# Specific 3D Printers, Scanners, & Hardware > Einscan-S 3D scanner >  EinScan-S Calibration Board Stand

## ark19

Hi guys,
I did not like the Calibration board holder that came with it so I designed a simpler 2-piece version.
Tried it and it works so would like to share it here  :Smile: 

http://www.thingiverse.com/thing:1004332

IMG_20150908_215702.jpg

Printed it in PLA material, 10% fill.

Cheers!  :Smile:

----------


## 24c

Good idea *ark19*,

I think they could have put slots in the turntable to stop the frame moving, or some round holes, then your angled frame could sit in these. 
Like you've noticed it just has to be held at roughly the right angle for the calibration maths to do its work, so congrats on halving the frame members to do the same task.

Reading your comments elsewhere, I think we are all a little early to the Einscan-S show at the moment, and as an ex-designer (as if you ever are an ex) some of the design decisions are a little bizarre and not thought out too well when you come to use it.
As others have mentioned too, the software interface is somewhat lacking, and not typical in it's layout, but we all hope it will be refined as the months go on.

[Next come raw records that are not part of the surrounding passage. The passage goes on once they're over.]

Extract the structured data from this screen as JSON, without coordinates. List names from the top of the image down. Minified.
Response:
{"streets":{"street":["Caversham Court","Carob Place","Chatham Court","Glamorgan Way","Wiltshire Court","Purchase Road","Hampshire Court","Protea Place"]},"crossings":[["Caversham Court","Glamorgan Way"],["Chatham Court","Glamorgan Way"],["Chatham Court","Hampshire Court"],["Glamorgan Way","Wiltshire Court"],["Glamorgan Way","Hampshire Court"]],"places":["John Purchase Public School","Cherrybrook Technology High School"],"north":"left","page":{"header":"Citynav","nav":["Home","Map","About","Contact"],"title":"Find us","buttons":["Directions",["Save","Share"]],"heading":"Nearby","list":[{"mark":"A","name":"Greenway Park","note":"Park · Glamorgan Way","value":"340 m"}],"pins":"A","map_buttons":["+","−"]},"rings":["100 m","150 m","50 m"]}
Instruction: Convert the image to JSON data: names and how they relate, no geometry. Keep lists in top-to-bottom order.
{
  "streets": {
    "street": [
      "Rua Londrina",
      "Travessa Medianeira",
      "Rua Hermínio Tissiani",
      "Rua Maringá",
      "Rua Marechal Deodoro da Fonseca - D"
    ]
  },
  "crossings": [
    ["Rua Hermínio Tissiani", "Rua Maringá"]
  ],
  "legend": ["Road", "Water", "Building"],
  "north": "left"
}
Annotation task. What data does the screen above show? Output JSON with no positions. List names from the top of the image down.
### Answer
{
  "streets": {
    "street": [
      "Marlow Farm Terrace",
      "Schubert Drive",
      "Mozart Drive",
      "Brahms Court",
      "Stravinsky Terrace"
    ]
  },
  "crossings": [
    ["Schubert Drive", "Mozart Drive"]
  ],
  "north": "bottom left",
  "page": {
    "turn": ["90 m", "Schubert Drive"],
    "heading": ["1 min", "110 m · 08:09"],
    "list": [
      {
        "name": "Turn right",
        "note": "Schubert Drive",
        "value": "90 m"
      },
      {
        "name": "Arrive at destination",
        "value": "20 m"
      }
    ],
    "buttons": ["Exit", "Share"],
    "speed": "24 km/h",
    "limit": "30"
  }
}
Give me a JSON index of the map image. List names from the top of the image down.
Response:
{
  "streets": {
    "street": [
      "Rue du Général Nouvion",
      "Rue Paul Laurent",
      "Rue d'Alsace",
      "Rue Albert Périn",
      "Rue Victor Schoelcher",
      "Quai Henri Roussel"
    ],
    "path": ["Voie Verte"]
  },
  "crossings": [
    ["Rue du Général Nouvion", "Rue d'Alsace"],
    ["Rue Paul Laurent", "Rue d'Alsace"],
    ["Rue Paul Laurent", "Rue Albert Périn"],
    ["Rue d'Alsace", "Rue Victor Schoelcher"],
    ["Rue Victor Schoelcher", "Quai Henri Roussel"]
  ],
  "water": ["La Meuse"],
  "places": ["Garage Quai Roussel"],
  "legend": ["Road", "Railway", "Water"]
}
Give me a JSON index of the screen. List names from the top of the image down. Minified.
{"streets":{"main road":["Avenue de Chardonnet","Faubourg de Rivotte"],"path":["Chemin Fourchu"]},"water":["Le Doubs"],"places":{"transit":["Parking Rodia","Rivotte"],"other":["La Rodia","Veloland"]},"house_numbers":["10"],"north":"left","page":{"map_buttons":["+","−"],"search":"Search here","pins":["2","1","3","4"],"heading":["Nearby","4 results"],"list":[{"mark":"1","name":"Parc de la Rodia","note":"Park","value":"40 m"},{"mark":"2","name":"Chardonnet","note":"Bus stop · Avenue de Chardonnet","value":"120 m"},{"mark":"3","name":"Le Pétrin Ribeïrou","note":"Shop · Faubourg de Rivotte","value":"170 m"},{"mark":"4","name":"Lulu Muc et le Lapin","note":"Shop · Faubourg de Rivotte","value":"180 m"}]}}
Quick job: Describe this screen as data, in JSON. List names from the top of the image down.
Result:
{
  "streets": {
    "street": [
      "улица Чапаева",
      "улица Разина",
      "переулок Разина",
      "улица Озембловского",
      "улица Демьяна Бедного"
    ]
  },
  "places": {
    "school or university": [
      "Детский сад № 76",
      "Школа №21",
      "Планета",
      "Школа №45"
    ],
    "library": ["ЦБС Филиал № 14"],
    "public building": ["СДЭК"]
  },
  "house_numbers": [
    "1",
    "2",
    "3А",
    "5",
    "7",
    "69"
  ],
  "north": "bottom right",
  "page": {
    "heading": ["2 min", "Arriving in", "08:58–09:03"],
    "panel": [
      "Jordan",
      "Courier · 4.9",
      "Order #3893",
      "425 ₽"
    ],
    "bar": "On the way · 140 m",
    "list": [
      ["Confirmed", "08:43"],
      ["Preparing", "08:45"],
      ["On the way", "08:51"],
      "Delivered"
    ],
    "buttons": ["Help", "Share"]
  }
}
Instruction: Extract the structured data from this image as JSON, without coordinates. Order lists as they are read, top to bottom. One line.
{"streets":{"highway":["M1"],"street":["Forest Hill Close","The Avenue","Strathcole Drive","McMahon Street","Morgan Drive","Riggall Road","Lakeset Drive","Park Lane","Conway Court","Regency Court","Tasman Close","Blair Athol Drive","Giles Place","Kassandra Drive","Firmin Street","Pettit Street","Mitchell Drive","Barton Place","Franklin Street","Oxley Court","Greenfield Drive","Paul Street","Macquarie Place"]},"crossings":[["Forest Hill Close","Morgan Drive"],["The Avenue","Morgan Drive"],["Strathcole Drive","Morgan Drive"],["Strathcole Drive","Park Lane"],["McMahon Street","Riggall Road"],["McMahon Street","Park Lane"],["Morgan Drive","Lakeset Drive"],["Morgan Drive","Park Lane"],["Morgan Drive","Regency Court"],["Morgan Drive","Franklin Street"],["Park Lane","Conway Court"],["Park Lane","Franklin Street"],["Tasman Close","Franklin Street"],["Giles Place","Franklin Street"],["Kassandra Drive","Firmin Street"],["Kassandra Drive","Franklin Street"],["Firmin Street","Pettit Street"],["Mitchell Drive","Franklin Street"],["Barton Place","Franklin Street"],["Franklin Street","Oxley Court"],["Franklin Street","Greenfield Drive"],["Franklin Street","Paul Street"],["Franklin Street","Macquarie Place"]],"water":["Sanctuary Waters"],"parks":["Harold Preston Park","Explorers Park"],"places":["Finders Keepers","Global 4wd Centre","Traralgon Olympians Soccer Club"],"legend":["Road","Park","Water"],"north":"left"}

Some of the other software Shining3D produce looks very good.

I also read your comments about the MatterandForm, which made me smile as that was a crappy scanner, but well packaged, as you said. 
I was so disappointed with it, I returned it within a few days, and it just cost me the return postage.

Mike

----------


## ark19

Thanks Mike  :Smile: 
So far it's good to see that Shining 3D takes feedback seriously and I hope the scanner interface can be improved further.
Using the turntable scan works great but the freescan is giving me problems, will hang when I try to align.
When try it out when I have time to setup a scan again.

The Matterform is sitting quietly in my cupboard.....

----------